L'influence des écrans sur les enfants "est un sujet de préoccupation récurrente", a rappelé Elisabeth Baton-Hervé, docteur en sciences de l'informations et chargée de mission à l'Union nationale des associations familiales. La première émission télévisée pour les enfants en 1949, "Les aventures de Televisus", avait déjà été vivement critiquée pour sa "niaiserie".

C'est ensuite la violence de certains programmes jeunesse qui est montrée du doigt. "Une surenchère stoppée grâce à la mobilisation publique", selon la chercheuse.
"Le problème est aujourd'hui celui de la place prise par les annonceurs"
, a-t-elle ajouté, estimant que l'arrivée de "Club Dorothée" en 1987 sur TF1 avait marqué "une rationalisation marchande sans précédent des programmes jeunesse".

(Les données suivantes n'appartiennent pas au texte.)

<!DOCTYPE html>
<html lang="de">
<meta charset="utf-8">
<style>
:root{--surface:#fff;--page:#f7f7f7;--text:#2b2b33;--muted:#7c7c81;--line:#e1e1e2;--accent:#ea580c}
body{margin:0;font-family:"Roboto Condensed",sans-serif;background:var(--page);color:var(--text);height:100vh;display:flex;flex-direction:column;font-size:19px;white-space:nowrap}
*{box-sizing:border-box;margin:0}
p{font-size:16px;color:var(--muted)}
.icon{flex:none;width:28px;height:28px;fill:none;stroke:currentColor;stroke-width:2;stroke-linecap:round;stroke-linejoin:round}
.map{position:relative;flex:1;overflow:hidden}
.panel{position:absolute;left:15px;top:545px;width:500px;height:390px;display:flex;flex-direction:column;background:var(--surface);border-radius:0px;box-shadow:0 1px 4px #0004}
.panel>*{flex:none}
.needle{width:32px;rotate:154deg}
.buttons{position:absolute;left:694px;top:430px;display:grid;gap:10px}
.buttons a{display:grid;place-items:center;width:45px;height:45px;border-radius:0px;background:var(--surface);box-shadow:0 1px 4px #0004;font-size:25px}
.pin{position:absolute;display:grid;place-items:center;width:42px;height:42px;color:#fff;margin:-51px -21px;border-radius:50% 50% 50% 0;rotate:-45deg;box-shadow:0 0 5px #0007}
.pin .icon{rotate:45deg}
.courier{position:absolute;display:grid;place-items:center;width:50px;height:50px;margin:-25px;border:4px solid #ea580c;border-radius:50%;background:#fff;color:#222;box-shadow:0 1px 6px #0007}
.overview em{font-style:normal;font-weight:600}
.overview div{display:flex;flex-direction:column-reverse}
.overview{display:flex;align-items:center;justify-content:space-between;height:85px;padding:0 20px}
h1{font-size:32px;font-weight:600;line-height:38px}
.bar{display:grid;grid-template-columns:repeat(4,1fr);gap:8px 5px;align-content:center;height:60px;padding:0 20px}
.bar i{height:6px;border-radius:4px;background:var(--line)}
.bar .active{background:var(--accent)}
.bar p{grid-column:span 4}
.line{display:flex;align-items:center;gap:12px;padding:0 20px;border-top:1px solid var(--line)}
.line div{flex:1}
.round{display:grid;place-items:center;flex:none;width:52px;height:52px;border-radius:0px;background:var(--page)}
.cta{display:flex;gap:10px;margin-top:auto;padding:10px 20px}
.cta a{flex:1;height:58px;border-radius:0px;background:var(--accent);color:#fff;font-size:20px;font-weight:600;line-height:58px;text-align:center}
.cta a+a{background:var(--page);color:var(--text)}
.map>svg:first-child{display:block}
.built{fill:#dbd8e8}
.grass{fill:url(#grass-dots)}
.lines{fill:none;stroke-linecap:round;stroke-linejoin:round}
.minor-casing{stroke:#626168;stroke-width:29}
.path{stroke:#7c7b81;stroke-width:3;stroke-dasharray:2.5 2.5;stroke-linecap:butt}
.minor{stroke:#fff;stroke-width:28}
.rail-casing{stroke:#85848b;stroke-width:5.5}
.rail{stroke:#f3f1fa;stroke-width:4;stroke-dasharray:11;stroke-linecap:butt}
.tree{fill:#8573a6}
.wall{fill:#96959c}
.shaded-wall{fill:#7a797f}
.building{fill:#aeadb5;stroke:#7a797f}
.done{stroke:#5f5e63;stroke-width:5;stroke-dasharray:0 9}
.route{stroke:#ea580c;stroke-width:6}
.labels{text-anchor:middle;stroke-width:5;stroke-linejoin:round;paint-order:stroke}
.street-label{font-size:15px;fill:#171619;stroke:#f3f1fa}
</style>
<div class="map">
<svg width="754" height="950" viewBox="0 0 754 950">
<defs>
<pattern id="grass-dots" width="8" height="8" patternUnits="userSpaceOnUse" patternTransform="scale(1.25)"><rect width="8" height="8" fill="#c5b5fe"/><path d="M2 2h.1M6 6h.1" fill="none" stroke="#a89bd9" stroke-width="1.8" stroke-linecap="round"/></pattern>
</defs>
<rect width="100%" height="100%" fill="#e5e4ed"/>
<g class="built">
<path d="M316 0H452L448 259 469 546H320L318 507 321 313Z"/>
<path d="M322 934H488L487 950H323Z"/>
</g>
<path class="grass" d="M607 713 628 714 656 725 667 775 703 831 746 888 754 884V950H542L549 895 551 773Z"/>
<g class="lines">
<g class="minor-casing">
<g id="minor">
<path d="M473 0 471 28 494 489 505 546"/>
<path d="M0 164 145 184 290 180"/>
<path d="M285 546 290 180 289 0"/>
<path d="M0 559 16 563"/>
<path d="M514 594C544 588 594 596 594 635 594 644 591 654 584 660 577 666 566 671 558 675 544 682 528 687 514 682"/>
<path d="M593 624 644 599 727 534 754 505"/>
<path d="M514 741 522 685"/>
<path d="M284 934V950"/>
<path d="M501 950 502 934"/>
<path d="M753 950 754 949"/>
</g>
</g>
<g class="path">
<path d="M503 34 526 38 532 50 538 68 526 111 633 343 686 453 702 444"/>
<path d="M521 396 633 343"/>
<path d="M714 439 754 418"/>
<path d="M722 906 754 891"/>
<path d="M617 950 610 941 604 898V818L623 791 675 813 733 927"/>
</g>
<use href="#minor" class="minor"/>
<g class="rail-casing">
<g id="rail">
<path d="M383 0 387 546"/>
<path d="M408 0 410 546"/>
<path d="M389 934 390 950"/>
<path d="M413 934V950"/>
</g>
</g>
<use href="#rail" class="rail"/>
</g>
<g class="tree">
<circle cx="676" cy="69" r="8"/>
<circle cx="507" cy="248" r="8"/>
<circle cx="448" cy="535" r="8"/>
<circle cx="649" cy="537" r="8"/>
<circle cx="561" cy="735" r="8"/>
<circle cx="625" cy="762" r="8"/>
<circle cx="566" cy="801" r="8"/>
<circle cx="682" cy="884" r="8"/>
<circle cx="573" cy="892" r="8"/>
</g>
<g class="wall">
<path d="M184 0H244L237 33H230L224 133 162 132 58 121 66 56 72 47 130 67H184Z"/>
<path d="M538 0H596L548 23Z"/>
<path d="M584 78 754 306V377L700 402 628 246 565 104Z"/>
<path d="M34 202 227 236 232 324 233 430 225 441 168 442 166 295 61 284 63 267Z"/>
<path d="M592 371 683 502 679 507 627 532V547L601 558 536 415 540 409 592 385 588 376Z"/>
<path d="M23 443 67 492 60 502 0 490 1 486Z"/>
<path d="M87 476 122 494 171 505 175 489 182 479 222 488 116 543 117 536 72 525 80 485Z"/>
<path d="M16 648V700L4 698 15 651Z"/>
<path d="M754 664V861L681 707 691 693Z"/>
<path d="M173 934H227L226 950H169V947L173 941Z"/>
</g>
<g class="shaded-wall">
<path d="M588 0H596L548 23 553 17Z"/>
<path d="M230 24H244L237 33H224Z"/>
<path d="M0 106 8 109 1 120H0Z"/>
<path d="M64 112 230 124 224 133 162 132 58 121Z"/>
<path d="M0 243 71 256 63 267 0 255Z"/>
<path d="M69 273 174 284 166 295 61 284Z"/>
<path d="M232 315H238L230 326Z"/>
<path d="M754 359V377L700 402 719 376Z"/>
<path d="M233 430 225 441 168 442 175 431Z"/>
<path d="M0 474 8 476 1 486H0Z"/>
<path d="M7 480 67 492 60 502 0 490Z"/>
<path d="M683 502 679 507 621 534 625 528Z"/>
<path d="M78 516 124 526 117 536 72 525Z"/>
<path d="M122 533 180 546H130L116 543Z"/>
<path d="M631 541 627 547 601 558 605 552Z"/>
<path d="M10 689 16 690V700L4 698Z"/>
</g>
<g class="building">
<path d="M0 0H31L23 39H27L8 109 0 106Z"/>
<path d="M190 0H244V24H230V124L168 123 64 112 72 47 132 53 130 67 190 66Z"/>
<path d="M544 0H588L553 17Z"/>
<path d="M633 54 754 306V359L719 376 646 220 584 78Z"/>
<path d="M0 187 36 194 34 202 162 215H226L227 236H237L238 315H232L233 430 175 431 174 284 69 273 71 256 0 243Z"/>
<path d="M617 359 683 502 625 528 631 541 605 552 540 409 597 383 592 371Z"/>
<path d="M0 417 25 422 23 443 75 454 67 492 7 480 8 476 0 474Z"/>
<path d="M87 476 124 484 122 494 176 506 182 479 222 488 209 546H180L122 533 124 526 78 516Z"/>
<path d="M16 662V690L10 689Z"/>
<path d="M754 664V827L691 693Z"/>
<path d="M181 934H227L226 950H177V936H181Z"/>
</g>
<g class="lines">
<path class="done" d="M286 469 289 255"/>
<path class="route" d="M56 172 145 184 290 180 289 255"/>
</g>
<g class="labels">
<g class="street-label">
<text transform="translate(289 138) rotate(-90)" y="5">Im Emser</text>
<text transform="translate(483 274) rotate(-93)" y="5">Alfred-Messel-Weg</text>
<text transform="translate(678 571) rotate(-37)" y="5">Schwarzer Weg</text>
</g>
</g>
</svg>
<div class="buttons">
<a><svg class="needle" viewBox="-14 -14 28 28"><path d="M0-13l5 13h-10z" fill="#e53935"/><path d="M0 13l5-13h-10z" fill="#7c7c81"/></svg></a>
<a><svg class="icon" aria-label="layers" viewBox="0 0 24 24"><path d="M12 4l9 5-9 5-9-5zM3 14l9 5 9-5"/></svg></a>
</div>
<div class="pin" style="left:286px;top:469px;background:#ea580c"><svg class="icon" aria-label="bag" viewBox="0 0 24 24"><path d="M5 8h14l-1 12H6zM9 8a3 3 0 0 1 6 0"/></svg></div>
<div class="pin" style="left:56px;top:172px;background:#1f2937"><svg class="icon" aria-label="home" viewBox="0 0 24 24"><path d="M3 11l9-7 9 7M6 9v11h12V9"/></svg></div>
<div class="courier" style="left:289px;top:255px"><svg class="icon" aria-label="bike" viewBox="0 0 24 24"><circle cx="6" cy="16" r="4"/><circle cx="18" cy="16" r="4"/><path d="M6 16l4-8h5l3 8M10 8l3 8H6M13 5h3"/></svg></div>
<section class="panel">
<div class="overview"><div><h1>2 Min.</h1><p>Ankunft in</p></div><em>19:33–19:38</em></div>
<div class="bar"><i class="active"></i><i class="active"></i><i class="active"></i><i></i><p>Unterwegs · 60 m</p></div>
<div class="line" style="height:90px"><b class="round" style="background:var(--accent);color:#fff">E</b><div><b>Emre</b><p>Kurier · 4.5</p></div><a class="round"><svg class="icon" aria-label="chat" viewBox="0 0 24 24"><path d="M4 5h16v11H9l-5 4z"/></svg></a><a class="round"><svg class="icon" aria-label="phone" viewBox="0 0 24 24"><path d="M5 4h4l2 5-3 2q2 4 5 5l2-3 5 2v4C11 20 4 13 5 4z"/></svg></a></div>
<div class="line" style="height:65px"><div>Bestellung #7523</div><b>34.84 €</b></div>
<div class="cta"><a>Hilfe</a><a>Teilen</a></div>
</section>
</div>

Mais c'est face aux écrans les plus récents, internet et jeux vidéo, que les parents se sentent le moins à l'aise face à des enfants maîtrisant sans peine les double clic et les manettes.
L'éthnologue Walter Detomasi, qui travaille sur une étude pour Gulli, a noté "l'attitude ambivalente" des parents. Ils pensent que ces écrans comportent de nombreux risques, tels qu'exposer l'enfant à une violence excessive. Mais les écrans sont aussi pour eux "un signe de modernité" et l'aisance de leur enfant à utiliser les écrans détermine, selon les parents, "sa capacité future à s'adapter au monde moderne".

Des intervenants ont appelé à ne pas décrédibiliser le rôle des parents sous prétexte qu'ils ne maîtrisent pas ces nouvelles technologies, car ce sont eux qui possèdent la maturité psychologique nécessaire pour guider leurs enfants. Mme Baton-Hervé a parlé de "coresponsabilité": celle des parents et celle des concepteurs de programmes télévisés ou de jeux de vidéo.

Autant que la violence, les parents redoutent le caractère chronophage des jeux vidéo. Poussé à l'extrême, cela donne les "no-life", adolescents ou jeunes adultes qui passent le plus clair de leur temps sur des jeux, souvent en réseau.

Nicolas Gaume, créateur de jeux vidéo, se pose "forcément la question de l'addiction", à laquelle il répond en s'appuyant sur le bon sens et des valeurs. Frédérique Doumic, Pdg de Ouat Entertainment (produits multi-médias) veut proposer des jeux à durée limitée. Le psychologue Michaël Stora évoque la possibilité de rendre les personnages plus lents au bout de trois heures de jeux.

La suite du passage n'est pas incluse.